WORK TO BE COMPLETED: Give the count of lines in the data that include the string "stream", with no added remarks.
━━ EXERCISE DATA ━━
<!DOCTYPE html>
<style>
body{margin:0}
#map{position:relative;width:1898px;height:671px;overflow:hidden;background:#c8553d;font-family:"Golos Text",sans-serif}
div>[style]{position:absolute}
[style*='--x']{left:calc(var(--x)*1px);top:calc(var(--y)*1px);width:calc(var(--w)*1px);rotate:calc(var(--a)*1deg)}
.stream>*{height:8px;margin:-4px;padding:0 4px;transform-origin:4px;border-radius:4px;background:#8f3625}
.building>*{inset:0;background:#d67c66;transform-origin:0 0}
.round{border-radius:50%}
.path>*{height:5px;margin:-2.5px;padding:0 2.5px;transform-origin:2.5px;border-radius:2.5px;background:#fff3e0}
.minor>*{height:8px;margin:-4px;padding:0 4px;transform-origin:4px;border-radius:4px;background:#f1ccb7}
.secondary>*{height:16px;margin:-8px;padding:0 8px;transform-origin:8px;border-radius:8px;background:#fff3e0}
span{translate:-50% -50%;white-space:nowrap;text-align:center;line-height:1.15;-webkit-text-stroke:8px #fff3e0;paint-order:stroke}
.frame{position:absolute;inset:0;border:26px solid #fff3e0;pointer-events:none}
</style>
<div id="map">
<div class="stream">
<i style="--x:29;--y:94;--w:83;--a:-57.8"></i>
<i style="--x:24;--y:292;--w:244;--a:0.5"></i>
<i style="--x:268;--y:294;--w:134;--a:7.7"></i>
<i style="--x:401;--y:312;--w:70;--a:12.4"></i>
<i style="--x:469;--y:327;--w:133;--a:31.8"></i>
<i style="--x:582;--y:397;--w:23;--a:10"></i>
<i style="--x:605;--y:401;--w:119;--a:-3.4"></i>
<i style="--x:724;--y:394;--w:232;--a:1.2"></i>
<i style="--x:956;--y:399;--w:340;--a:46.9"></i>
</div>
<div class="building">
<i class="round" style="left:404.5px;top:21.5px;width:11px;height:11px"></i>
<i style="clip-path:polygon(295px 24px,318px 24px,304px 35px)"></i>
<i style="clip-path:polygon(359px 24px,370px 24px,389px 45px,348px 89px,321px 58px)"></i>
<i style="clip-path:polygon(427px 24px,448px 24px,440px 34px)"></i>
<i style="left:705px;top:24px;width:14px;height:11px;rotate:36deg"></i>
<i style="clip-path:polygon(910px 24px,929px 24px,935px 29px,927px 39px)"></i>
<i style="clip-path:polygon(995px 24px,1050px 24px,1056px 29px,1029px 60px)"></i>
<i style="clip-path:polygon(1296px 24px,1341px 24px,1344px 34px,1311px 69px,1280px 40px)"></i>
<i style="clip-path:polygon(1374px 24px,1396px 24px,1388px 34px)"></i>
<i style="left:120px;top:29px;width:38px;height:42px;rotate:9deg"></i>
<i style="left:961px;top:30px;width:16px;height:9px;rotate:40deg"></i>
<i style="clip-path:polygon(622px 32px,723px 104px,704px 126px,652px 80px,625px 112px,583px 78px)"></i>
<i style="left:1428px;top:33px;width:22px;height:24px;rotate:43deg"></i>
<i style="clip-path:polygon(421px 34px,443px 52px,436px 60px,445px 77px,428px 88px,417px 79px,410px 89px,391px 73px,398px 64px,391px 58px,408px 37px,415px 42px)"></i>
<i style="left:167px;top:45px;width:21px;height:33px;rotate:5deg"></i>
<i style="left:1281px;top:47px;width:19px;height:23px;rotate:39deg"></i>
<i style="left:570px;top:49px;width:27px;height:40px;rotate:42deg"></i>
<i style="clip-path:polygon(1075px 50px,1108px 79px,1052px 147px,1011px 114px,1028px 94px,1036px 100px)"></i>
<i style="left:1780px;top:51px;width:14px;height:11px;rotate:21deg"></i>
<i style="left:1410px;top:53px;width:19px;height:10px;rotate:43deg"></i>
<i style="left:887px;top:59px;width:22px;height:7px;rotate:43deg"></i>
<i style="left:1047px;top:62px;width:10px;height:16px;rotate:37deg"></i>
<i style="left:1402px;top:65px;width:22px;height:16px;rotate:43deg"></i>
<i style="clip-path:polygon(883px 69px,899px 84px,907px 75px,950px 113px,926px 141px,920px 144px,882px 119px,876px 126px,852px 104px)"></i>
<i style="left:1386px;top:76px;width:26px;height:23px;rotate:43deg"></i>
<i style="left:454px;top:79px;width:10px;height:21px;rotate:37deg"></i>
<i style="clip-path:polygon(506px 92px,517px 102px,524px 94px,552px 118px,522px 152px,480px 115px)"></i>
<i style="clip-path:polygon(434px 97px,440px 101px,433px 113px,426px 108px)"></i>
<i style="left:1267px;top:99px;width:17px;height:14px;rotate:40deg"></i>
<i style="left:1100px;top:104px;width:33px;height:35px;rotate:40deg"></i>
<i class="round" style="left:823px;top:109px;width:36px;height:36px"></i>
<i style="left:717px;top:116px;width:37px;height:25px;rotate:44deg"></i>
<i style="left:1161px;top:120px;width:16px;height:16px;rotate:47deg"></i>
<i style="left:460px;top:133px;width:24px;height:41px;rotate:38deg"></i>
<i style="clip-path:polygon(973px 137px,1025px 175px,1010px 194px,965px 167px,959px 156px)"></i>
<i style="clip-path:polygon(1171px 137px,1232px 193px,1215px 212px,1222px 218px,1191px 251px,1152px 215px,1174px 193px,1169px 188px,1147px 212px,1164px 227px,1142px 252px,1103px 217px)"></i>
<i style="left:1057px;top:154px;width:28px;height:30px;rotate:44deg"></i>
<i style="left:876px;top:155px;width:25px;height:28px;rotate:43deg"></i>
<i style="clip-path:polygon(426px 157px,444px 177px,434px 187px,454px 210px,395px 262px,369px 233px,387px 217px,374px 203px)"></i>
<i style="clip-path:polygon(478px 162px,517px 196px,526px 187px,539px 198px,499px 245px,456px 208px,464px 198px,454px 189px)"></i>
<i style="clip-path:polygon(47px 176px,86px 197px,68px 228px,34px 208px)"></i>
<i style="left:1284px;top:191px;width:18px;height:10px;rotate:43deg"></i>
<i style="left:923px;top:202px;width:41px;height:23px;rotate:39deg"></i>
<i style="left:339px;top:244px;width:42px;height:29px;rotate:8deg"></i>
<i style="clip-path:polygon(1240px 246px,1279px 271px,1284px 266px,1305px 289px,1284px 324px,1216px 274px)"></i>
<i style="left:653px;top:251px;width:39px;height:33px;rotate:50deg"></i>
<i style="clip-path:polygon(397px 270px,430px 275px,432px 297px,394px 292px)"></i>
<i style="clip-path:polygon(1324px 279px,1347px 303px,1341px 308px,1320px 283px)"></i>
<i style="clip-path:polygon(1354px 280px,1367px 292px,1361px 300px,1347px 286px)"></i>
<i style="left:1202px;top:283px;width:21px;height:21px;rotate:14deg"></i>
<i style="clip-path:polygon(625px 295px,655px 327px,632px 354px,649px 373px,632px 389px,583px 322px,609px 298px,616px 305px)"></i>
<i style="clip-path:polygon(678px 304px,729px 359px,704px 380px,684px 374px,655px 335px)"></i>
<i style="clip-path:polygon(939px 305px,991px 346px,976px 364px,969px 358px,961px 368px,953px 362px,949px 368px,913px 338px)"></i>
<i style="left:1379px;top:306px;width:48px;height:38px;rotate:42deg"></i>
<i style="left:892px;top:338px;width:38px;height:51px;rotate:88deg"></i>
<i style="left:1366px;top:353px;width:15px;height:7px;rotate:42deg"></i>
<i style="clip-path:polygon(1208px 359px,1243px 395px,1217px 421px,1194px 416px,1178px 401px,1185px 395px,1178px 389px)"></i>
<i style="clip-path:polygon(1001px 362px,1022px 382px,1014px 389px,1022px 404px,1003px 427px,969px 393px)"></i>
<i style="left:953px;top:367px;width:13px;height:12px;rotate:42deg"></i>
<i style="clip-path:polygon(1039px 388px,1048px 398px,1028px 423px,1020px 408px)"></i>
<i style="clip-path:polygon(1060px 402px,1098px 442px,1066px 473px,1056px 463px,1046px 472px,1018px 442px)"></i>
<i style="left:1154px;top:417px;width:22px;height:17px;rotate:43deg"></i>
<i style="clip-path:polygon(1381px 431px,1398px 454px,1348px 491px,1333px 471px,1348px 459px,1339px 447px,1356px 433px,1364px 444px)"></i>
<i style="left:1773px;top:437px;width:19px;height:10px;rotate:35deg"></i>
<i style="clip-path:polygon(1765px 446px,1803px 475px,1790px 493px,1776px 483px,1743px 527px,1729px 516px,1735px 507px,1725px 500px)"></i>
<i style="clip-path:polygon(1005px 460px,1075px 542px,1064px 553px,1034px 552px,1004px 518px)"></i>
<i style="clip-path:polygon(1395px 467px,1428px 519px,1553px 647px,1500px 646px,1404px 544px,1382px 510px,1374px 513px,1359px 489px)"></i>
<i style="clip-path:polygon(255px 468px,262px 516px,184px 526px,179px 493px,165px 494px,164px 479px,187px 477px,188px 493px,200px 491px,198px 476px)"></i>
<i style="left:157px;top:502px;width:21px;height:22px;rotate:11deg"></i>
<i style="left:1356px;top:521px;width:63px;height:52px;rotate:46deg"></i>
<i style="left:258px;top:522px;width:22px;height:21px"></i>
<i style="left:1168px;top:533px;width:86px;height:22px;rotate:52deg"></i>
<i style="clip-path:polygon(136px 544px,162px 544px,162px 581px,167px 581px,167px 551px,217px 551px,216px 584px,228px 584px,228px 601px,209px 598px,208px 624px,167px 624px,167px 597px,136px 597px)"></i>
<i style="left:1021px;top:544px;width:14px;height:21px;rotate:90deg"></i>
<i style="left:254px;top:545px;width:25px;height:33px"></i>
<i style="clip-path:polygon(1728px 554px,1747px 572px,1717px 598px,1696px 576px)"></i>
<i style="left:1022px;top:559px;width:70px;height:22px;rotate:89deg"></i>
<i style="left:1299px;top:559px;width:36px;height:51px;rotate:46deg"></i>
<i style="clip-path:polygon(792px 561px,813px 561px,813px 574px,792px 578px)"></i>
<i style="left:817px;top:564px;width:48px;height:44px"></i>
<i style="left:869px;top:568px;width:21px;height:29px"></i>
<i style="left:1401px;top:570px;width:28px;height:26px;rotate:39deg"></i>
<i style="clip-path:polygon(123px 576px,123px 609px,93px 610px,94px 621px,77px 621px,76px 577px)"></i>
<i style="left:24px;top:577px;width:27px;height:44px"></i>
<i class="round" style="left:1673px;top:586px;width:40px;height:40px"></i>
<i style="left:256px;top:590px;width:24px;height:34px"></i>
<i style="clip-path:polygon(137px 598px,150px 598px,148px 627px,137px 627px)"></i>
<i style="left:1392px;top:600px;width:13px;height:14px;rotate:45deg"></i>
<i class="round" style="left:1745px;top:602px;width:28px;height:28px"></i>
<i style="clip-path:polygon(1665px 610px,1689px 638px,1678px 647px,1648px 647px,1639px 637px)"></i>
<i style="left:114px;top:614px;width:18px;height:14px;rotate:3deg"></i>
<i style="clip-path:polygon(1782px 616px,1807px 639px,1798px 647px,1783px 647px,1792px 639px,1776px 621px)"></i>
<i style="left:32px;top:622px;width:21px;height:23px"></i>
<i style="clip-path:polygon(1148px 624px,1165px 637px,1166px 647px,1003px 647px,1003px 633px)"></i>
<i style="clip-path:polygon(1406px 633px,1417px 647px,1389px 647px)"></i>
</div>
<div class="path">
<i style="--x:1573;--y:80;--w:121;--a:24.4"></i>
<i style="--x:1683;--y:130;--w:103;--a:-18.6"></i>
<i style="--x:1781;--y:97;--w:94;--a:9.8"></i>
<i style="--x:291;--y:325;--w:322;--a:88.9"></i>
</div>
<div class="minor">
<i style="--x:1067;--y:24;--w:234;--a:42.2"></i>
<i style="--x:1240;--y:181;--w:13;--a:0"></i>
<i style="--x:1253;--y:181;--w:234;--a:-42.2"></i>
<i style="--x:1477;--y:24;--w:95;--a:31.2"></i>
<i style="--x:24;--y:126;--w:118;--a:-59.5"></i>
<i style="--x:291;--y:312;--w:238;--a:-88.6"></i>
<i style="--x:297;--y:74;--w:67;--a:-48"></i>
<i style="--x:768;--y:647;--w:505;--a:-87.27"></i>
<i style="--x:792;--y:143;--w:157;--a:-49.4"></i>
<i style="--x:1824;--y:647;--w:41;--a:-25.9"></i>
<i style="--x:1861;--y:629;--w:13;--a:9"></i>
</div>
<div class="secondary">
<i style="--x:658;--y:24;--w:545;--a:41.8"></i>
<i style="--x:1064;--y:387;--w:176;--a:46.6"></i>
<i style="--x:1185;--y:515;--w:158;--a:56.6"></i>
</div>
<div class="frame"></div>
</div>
━━━
EXERCISE RESPONSE: 2